Exercise directions: Copy out, from the entries below, each line holding the string "Fakültesi".

*-*-*

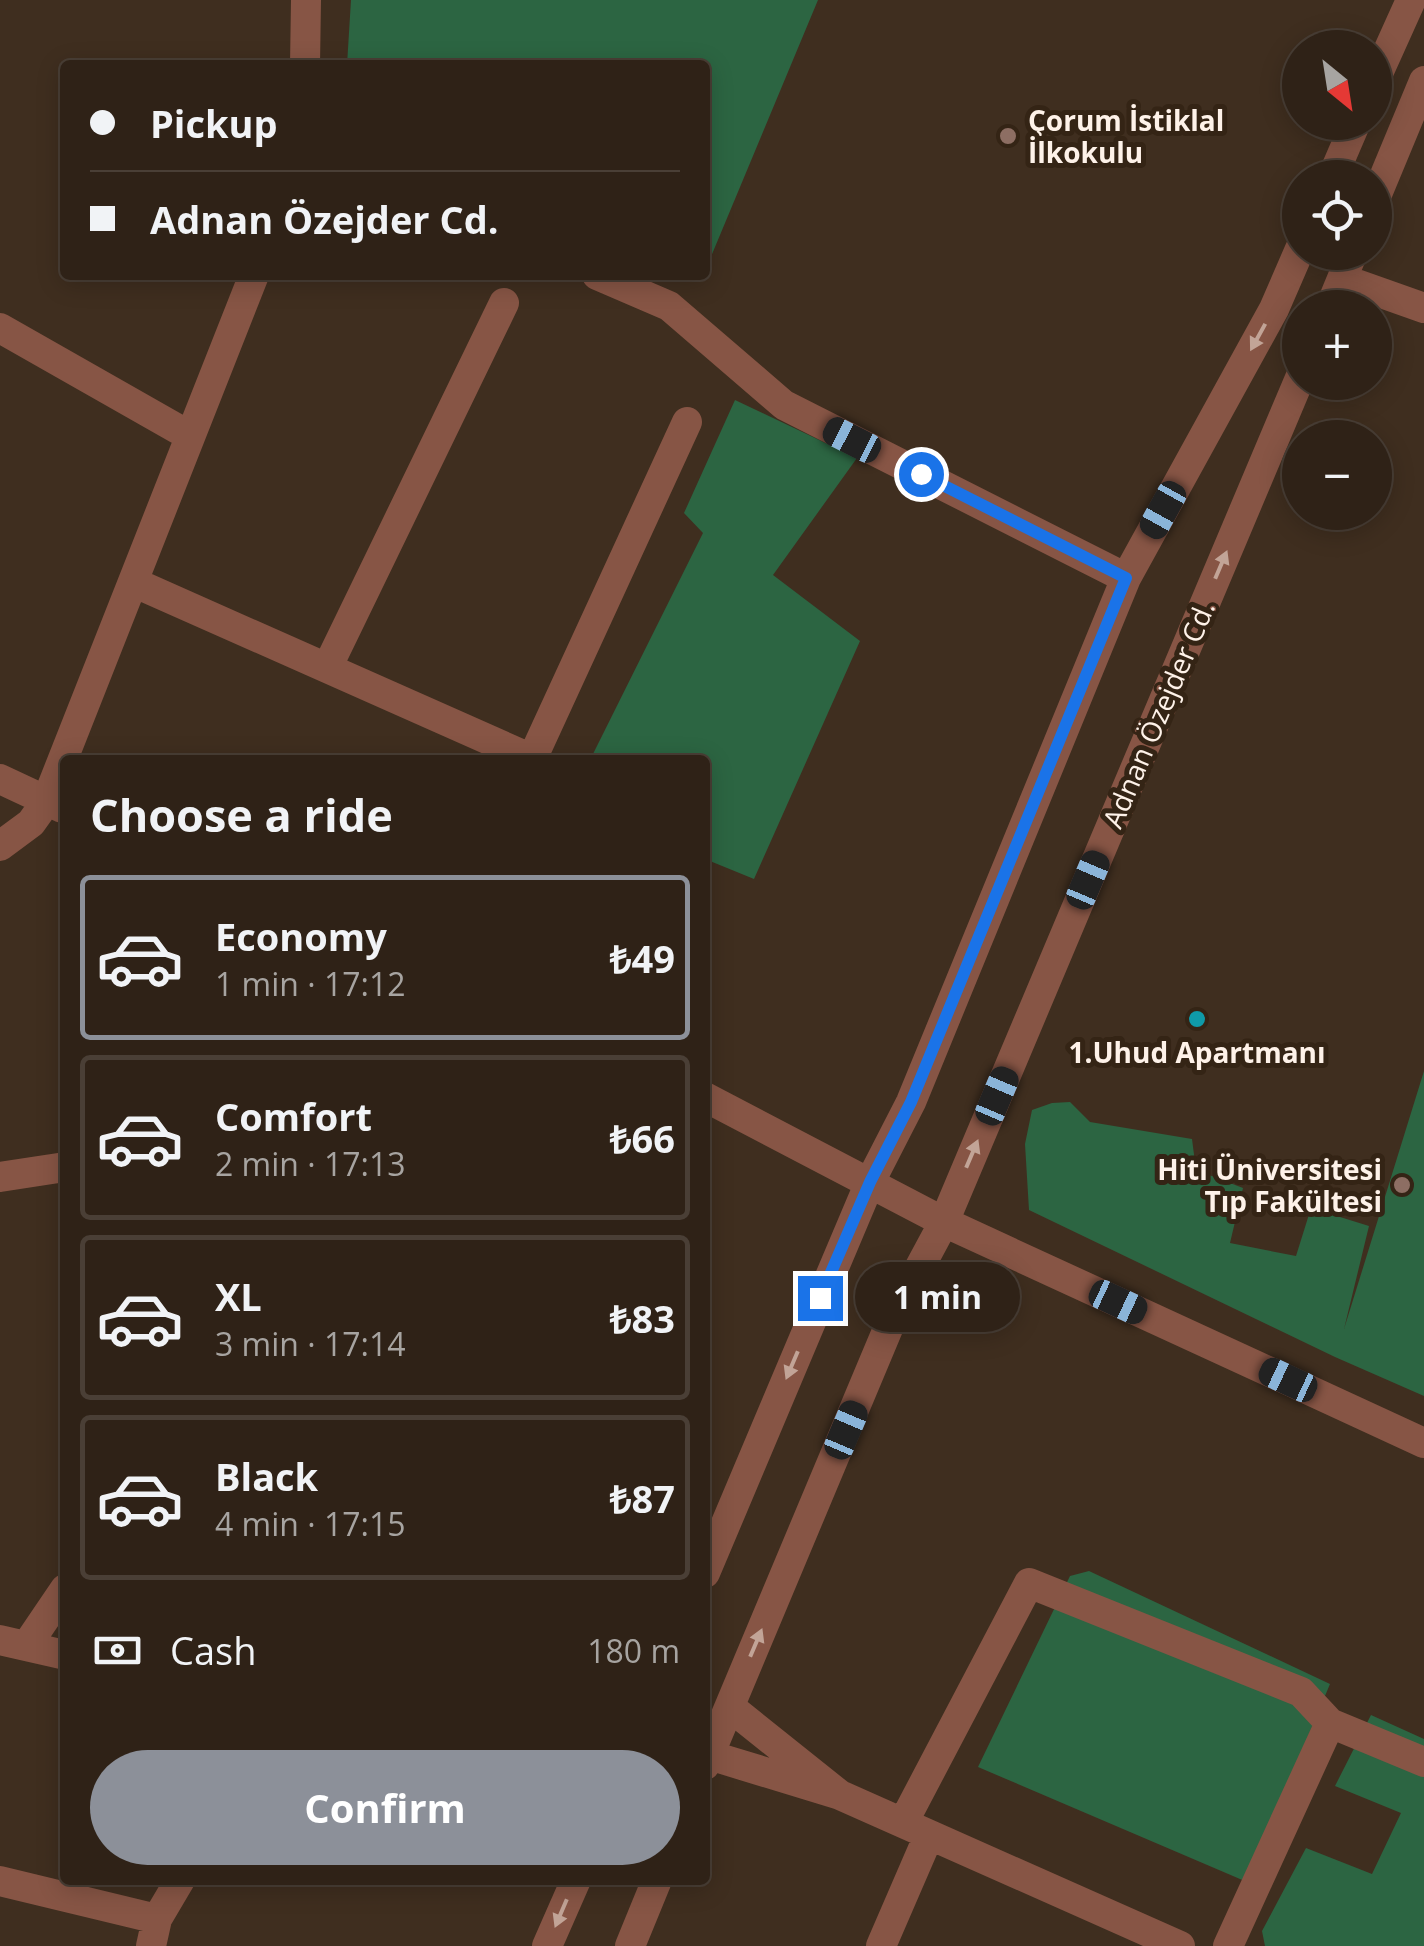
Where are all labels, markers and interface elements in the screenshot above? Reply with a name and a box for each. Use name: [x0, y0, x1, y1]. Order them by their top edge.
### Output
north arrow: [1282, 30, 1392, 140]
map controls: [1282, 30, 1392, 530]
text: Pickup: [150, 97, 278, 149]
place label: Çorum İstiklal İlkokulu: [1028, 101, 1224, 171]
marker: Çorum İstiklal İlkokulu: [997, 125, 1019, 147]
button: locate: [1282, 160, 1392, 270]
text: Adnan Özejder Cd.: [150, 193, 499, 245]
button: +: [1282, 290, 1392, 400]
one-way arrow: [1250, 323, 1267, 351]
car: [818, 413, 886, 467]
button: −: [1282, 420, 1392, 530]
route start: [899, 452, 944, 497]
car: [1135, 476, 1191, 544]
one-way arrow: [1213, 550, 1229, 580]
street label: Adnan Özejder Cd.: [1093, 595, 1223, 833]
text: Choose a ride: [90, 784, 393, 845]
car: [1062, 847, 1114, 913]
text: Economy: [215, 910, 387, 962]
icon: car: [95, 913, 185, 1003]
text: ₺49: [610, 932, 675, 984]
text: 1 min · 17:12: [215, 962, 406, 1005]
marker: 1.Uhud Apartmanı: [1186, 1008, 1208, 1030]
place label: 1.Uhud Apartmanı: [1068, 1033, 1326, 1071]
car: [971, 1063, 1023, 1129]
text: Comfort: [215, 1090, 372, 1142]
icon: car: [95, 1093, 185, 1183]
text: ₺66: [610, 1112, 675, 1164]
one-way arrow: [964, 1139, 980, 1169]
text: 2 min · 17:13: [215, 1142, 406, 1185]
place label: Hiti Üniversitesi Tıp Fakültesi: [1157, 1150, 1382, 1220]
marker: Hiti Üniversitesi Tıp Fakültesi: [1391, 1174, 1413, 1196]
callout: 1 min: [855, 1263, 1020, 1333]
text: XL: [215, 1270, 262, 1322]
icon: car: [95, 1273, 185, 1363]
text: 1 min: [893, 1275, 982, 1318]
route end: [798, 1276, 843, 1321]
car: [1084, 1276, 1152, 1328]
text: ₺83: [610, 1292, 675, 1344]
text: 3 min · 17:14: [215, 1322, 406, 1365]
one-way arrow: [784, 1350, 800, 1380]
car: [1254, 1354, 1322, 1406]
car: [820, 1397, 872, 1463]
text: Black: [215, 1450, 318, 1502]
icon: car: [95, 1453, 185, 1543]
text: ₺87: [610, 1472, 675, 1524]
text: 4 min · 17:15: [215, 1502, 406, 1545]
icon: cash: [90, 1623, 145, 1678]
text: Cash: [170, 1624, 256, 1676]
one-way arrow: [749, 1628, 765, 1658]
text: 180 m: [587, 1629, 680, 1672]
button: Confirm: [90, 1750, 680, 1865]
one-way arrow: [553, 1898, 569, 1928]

*-*-*

Solved problem:
place label: Hiti Üniversitesi Tıp Fakültesi: [1157, 1150, 1382, 1220]
marker: Hiti Üniversitesi Tıp Fakültesi: [1391, 1174, 1413, 1196]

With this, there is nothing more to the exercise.